[Record excerpts]
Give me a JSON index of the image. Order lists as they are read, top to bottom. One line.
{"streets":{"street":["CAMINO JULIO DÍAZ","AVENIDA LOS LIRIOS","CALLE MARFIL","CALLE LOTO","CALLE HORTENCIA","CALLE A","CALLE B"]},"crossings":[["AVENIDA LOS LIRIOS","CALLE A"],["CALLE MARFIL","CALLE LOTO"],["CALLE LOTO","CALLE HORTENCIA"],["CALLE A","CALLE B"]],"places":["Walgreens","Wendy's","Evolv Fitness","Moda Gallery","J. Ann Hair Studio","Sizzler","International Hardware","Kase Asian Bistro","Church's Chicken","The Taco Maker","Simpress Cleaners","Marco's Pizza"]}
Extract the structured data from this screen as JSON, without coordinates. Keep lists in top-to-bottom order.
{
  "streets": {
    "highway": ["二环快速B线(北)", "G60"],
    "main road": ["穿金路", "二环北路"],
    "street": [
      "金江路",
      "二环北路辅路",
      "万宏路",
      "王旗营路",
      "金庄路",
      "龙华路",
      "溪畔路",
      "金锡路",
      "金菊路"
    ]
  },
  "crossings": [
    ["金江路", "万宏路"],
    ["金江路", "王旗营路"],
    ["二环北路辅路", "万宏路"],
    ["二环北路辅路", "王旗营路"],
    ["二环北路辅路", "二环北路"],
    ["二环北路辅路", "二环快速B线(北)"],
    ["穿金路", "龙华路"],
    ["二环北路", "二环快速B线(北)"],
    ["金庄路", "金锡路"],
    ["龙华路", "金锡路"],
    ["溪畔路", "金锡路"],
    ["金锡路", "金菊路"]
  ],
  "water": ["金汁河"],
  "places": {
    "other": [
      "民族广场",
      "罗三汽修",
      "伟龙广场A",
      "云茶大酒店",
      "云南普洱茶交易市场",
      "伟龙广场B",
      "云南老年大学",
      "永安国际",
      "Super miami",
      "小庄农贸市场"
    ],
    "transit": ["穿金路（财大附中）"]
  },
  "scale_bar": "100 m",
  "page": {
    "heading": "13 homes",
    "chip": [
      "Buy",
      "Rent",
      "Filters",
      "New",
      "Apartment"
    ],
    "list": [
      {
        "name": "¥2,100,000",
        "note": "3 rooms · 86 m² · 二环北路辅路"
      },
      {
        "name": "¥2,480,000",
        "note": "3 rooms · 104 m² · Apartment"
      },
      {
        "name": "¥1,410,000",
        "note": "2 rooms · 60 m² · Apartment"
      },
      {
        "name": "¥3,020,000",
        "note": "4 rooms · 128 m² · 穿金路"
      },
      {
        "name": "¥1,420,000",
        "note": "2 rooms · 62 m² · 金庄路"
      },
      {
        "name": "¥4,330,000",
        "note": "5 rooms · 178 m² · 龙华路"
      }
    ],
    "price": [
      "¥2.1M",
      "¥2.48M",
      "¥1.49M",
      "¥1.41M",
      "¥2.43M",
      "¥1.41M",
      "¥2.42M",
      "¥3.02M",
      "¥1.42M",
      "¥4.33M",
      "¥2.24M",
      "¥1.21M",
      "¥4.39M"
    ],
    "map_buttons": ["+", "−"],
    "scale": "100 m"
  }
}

[What to produce]
Everything in the listing should be written out exactly.

[Answer area]
Give me a JSON index of the image. Order lists as they are read, top to bottom. One line.
{"streets":{"street":["CAMINO JULIO DÍAZ","AVENIDA LOS LIRIOS","CALLE MARFIL","CALLE LOTO","CALLE HORTENCIA","CALLE A","CALLE B"]},"crossings":[["AVENIDA LOS LIRIOS","CALLE A"],["CALLE MARFIL","CALLE LOTO"],["CALLE LOTO","CALLE HORTENCIA"],["CALLE A","CALLE B"]],"places":["Walgreens","Wendy's","Evolv Fitness","Moda Gallery","J. Ann Hair Studio","Sizzler","International Hardware","Kase Asian Bistro","Church's Chicken","The Taco Maker","Simpress Cleaners","Marco's Pizza"]}
Extract the structured data from this screen as JSON, without coordinates. Keep lists in top-to-bottom order.
{
  "streets": {
    "highway": ["二环快速B线(北)", "G60"],
    "main road": ["穿金路", "二环北路"],
    "street": [
      "金江路",
      "二环北路辅路",
      "万宏路",
      "王旗营路",
      "金庄路",
      "龙华路",
      "溪畔路",
      "金锡路",
      "金菊路"
    ]
  },
  "crossings": [
    ["金江路", "万宏路"],
    ["金江路", "王旗营路"],
    ["二环北路辅路", "万宏路"],
    ["二环北路辅路", "王旗营路"],
    ["二环北路辅路", "二环北路"],
    ["二环北路辅路", "二环快速B线(北)"],
    ["穿金路", "龙华路"],
    ["二环北路", "二环快速B线(北)"],
    ["金庄路", "金锡路"],
    ["龙华路", "金锡路"],
    ["溪畔路", "金锡路"],
    ["金锡路", "金菊路"]
  ],
  "water": ["金汁河"],
  "places": {
    "other": [
      "民族广场",
      "罗三汽修",
      "伟龙广场A",
      "云茶大酒店",
      "云南普洱茶交易市场",
      "伟龙广场B",
      "云南老年大学",
      "永安国际",
      "Super miami",
      "小庄农贸市场"
    ],
    "transit": ["穿金路（财大附中）"]
  },
  "scale_bar": "100 m",
  "page": {
    "heading": "13 homes",
    "chip": [
      "Buy",
      "Rent",
      "Filters",
      "New",
      "Apartment"
    ],
    "list": [
      {
        "name": "¥2,100,000",
        "note": "3 rooms · 86 m² · 二环北路辅路"
      },
      {
        "name": "¥2,480,000",
        "note": "3 rooms · 104 m² · Apartment"
      },
      {
        "name": "¥1,410,000",
        "note": "2 rooms · 60 m² · Apartment"
      },
      {
        "name": "¥3,020,000",
        "note": "4 rooms · 128 m² · 穿金路"
      },
      {
        "name": "¥1,420,000",
        "note": "2 rooms · 62 m² · 金庄路"
      },
      {
        "name": "¥4,330,000",
        "note": "5 rooms · 178 m² · 龙华路"
      }
    ],
    "price": [
      "¥2.1M",
      "¥2.48M",
      "¥1.49M",
      "¥1.41M",
      "¥2.43M",
      "¥1.41M",
      "¥2.42M",
      "¥3.02M",
      "¥1.42M",
      "¥4.33M",
      "¥2.24M",
      "¥1.21M",
      "¥4.39M"
    ],
    "map_buttons": ["+", "−"],
    "scale": "100 m"
  }
}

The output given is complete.